## Task description
When you transcribe the entries below, begin at their first line and stop after the line containing "position:absolute; left:936px; top:324px;"; pictures stay out.

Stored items
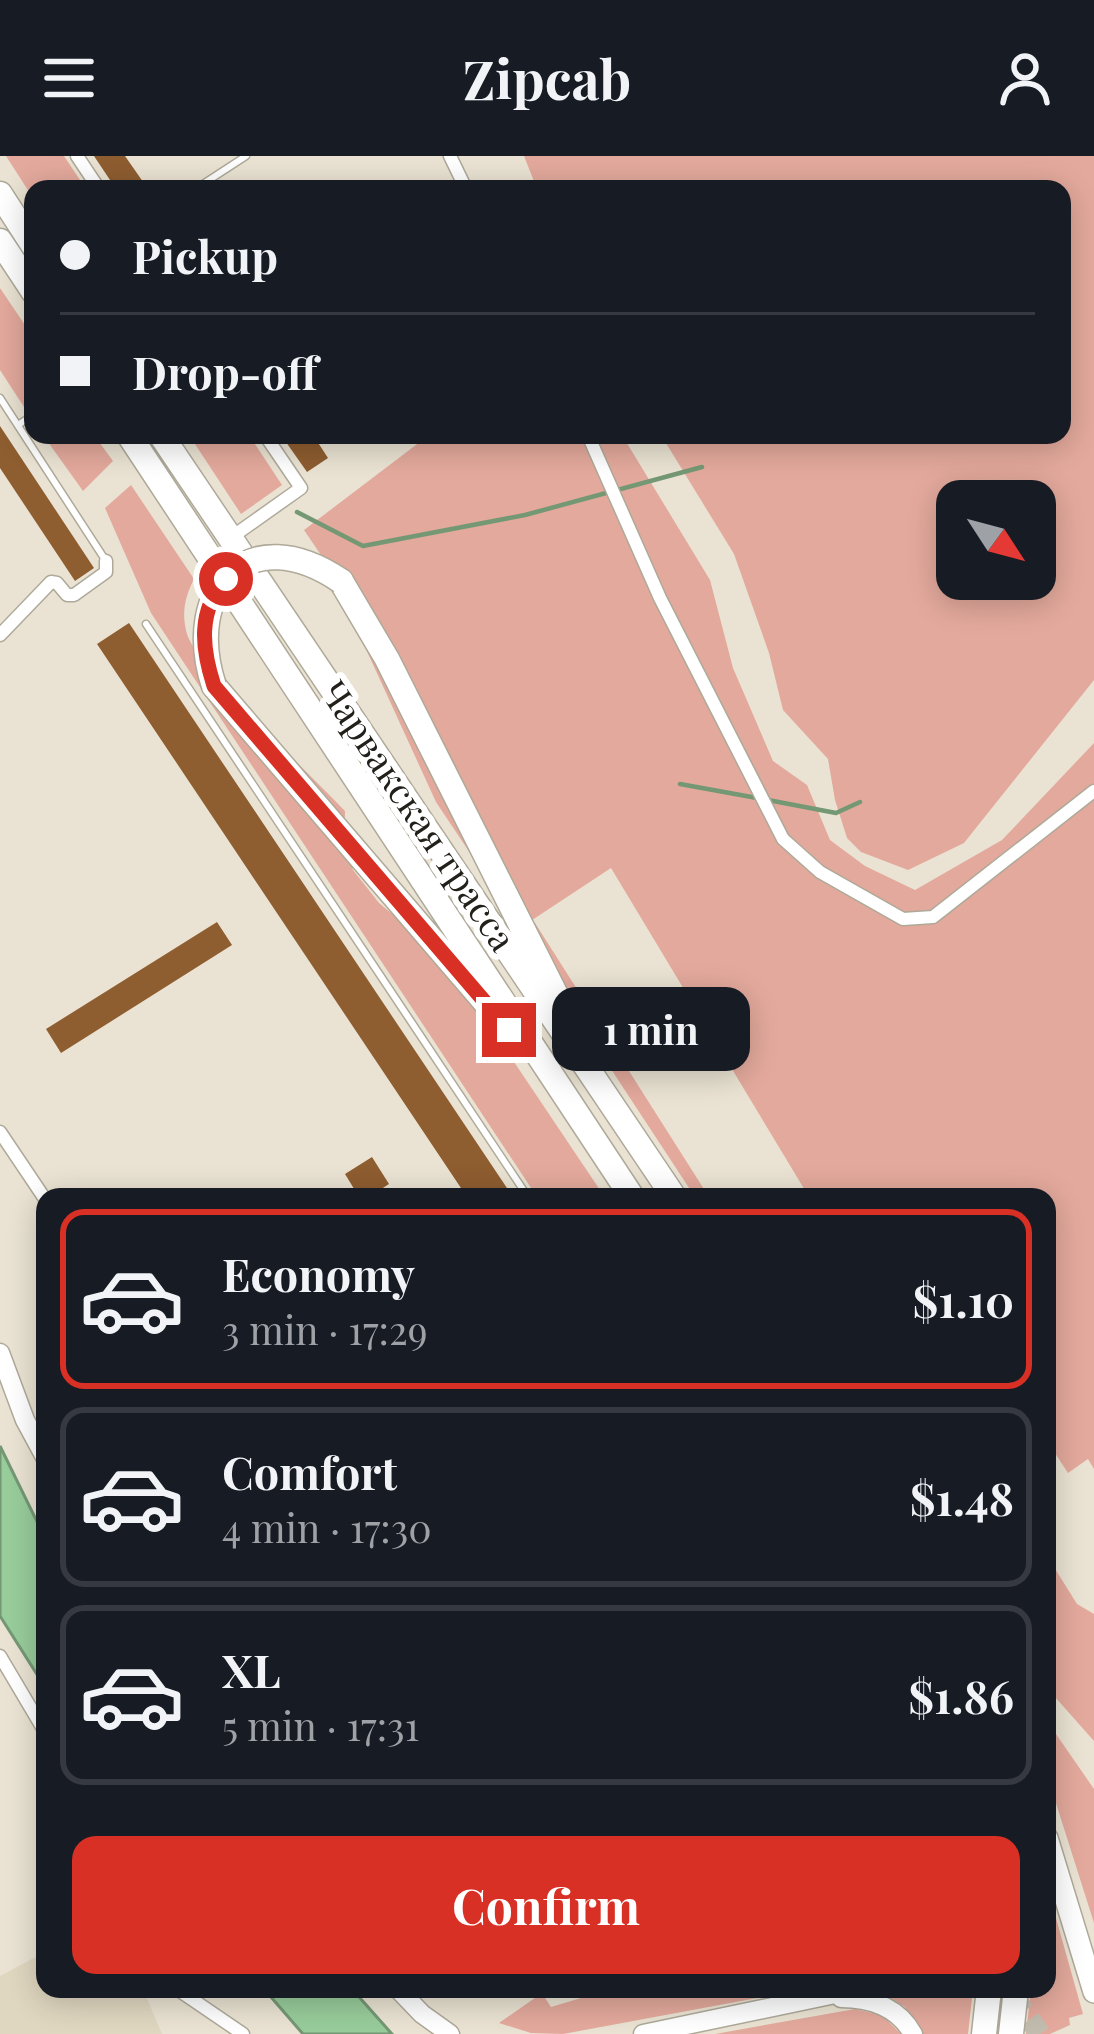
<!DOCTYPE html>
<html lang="en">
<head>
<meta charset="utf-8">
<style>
	body { margin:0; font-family:"Playfair Display",serif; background:#20242c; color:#f1f3f6; height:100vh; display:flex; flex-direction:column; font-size:45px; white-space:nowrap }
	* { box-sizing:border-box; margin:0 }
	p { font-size:39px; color:#9ea1a6 }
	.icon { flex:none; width:66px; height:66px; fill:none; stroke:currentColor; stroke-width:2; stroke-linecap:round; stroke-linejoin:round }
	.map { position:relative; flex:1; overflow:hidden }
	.panel { position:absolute; left:36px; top:1032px; width:1020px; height:810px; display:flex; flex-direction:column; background:#171b24; border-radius:24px; box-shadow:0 6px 30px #0003 }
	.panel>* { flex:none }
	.banner { position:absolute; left:24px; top:24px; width:1047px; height:264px; border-radius:24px; box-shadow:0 6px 30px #0003; display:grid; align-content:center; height:264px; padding:0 36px; background:#171b24 }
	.needle { width:78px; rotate:126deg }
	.buttons { position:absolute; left:936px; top:324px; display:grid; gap:24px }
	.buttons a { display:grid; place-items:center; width:120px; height:120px; border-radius:24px; background:#171b24; box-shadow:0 6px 30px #0003; font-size:60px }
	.end { position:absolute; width:54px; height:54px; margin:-27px; border:15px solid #d93025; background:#fff; box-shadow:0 0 0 6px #fff }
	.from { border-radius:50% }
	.bubble { position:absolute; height:84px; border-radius:24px; background:#171b24; box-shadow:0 6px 30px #0003; font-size:39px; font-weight:700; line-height:84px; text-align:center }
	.banner b { display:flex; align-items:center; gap:42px; height:114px; font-size:45px }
	.banner b+b { border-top:3px solid #363941 }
	.banner i { width:30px; height:30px; background:#f1f3f6 }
	ul { padding:21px 0 0; list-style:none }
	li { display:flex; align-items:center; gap:36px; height:180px; margin:0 24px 18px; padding:0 12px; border:6px solid #363941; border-radius:24px }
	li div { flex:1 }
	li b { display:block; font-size:45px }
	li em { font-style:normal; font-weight:700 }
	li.selected { border-color:#d93025 }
	li>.icon { width:108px; height:108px; stroke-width:1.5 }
	.cta { display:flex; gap:24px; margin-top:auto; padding:24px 36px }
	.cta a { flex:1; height:138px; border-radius:24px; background:#d93025; color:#fff; font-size:48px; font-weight:700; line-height:138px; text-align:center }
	header { display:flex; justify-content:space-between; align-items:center; height:156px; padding:0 36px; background:#171b24; font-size:54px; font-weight:700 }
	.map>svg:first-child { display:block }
</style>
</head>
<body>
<header><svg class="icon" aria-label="menu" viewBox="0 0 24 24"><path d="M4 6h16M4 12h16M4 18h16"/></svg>Zipcab<svg class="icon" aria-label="person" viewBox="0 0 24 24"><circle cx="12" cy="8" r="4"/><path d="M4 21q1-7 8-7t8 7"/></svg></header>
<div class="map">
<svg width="1094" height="1878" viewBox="0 0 1094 1878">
	<rect width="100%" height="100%" fill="#eae3d3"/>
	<path fill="#e0d7c0" d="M 45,1796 L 45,1833 L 143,1833 L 162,1878 L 0,1878 L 0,1820 Z"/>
	<path fill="#e3a99c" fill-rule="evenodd" d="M 6,0 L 64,0 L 86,33 L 33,33 L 33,42 Z
		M 524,0 L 1094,0 L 1094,524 L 964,687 L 908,714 L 861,696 L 847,682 L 835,644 L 828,603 L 783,554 L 769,497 L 734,398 L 661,279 L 1062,279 L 1062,33 L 537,33 ZM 957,345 L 1035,345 L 1035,423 L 957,423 Z
		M 0,132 L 33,181 L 33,245 L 24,251 L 0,214 Z
		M 43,279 L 94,279 L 113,305 L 83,335 Z
		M 189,279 L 249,279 L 282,329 L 241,358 Z
		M 429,279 L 622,279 L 710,424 L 733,512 L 773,605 L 807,629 L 830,684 L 865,710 L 915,734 L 1002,684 L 1094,587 L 1094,1313 L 1088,1303 L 1068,1317 L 1047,1285 L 1047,1041 L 809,1041 L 611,712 L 520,772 L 436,646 L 327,408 L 304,374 Z
		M 131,329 L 194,423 C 185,441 181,457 187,478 C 198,514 313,621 345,655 L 344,687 L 353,714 L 379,747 L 443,800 L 600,1034 L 589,1041 L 537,1041 L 151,457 L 105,352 Z
		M 535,767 L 709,1041 L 695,1041 L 521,776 Z
		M 1047,1400 L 1077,1448 L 1094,1458 L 1094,1585 L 1047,1532 Z
		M 1047,1565 L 1094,1633 L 1094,1767 L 1047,1619 Z
		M 1047,1730 L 1083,1858 L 1069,1862 L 1070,1869 L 1050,1878 L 1026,1878 L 1031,1833 L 1047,1833 Z
		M 611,1833 L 806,1833 L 563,1878 L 531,1877 L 499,1867 L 542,1837 L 551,1851 Z
		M 973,1833 L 968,1878 L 922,1878 L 905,1851 L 878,1834 Z
		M 855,1853 L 882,1859 L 901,1878 L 715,1878 Z"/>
	<path fill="#98cc9b" stroke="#759874" stroke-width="3" d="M 0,1290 L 45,1382 L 45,1531 L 0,1460 Z
		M 264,1833 L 352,1833 L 392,1878 L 303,1878 Z"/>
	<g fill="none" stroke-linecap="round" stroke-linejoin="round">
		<path stroke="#759874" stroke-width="4.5" d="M 297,356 L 363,390 L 525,359 L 702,311
			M 680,628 L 757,642
			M 768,644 L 836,657 L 860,646"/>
	</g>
	<path fill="#8e5d30" d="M 94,0 L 125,0 L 148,33 L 116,33 Z
		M 0,270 L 94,412 L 75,425 L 0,312 Z
		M 281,279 L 313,279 L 328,302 L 307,316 Z
		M 129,467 L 513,1041 L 467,1041 L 97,488 Z
		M 217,766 L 232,789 L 61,897 L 46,873 Z
		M 372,1001 L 389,1028 L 369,1041 L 359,1041 L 345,1018 Z"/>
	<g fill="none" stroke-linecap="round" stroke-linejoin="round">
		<path stroke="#c2bcae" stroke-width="21" stroke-dasharray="21 10" stroke-linecap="butt" d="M 1012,1838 L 1040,1878"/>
		<g stroke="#aea999" stroke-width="9">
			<path id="lane" d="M 205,33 L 203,28 L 246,0
				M 0,242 L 104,402
				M 18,269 L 33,259
				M 146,468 L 528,1041"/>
		</g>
		<g stroke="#aea999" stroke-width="15">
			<path id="street" d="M 77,0 L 99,33
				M 450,0 L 466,33
				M 588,279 L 660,442 L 783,683 L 820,716 L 903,763 L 933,761 L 1094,635
				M 229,383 L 301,332 L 265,279
				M 0,479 L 51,426 L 57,427 L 67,439 L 74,439 L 106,416 L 106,405
				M 0,976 L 45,1043
				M 0,1500 L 45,1576
				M 177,1833 L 243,1878"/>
		</g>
		<g stroke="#aea999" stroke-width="21">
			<path id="secondary" d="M 0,1197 L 25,1264 L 45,1301
				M 398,1833 L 422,1858 L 450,1878
				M 841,1842 C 871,1842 898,1851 913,1878
				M 643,1878 L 859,1833"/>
		</g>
		<g stroke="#aea999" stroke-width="24">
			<path id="primary" d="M 1047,1682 L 1094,1836"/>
		</g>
		<g stroke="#aea999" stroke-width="27">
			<path id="highway" d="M 0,38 L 33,89
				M 0,85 L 33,135
				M 129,279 L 632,1041
				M 161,279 L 674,1041
				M 341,425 L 387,503 L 556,839
				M 214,530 L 498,861
				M 984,1878 L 989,1833
				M 1011,1878 L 1016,1833"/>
		</g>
		<use href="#lane" stroke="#fff" stroke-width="6"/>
		<use href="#street" stroke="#fff" stroke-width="12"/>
		<use href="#secondary" stroke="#fff" stroke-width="18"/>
		<use href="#primary" stroke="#fff" stroke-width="21"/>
		<use href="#highway" stroke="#fff" stroke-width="24"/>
		<g stroke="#aea999" stroke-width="27" stroke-linecap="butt">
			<path id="highway-bridge" d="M 214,530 C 182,433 249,362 341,425"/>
		</g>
		<use href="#highway-bridge" stroke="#fff" stroke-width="24"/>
	</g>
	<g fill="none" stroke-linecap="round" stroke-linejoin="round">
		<path stroke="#d93025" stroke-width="15" d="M 226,423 C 197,455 202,493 214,530 L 509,874"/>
	</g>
	<g text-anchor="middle" stroke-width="12" stroke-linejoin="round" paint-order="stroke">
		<g font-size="36" fill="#22201a" stroke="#fff">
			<text transform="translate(418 660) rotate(56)" y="13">Чарвакская трасса</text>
		</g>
	</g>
</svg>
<div class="buttons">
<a><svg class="needle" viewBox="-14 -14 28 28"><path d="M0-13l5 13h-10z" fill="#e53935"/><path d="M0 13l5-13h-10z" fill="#9ea1a6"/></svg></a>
</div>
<i class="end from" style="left:226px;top:423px"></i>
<i class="end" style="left:509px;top:874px"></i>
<div class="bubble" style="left:552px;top:831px;width:198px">1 min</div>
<div class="banner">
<b><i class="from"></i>Pickup</b>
<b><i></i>Drop-off</b>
</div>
<section class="panel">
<ul>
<li class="selected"><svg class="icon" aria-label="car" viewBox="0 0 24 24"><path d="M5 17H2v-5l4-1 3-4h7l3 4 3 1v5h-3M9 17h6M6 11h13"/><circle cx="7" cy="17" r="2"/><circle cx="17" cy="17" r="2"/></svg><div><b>Economy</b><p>3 min · 17:29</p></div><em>$1.10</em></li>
<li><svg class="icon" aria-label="car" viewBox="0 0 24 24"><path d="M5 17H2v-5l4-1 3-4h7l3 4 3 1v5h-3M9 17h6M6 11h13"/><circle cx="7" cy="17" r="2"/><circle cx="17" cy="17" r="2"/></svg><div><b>Comfort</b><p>4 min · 17:30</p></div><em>$1.48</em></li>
<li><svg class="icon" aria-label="car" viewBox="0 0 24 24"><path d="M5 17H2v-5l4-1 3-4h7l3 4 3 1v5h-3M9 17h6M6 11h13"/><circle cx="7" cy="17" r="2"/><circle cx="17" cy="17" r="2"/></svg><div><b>XL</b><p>5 min · 17:31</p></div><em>$1.86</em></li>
</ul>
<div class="cta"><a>Confirm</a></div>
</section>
</div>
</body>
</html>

## Solution
<!DOCTYPE html>
<html lang="en">
<head>
<meta charset="utf-8">
<style>
	body { margin:0; font-family:"Playfair Display",serif; background:#20242c; color:#f1f3f6; height:100vh; display:flex; flex-direction:column; font-size:45px; white-space:nowrap }
	* { box-sizing:border-box; margin:0 }
	p { font-size:39px; color:#9ea1a6 }
	.icon { flex:none; width:66px; height:66px; fill:none; stroke:currentColor; stroke-width:2; stroke-linecap:round; stroke-linejoin:round }
	.map { position:relative; flex:1; overflow:hidden }
	.panel { position:absolute; left:36px; top:1032px; width:1020px; height:810px; display:flex; flex-direction:column; background:#171b24; border-radius:24px; box-shadow:0 6px 30px #0003 }
	.panel>* { flex:none }
	.banner { position:absolute; left:24px; top:24px; width:1047px; height:264px; border-radius:24px; box-shadow:0 6px 30px #0003; display:grid; align-content:center; height:264px; padding:0 36px; background:#171b24 }
	.needle { width:78px; rotate:126deg }
	.buttons { position:absolute; left:936px; top:324px; display:grid; gap:24px }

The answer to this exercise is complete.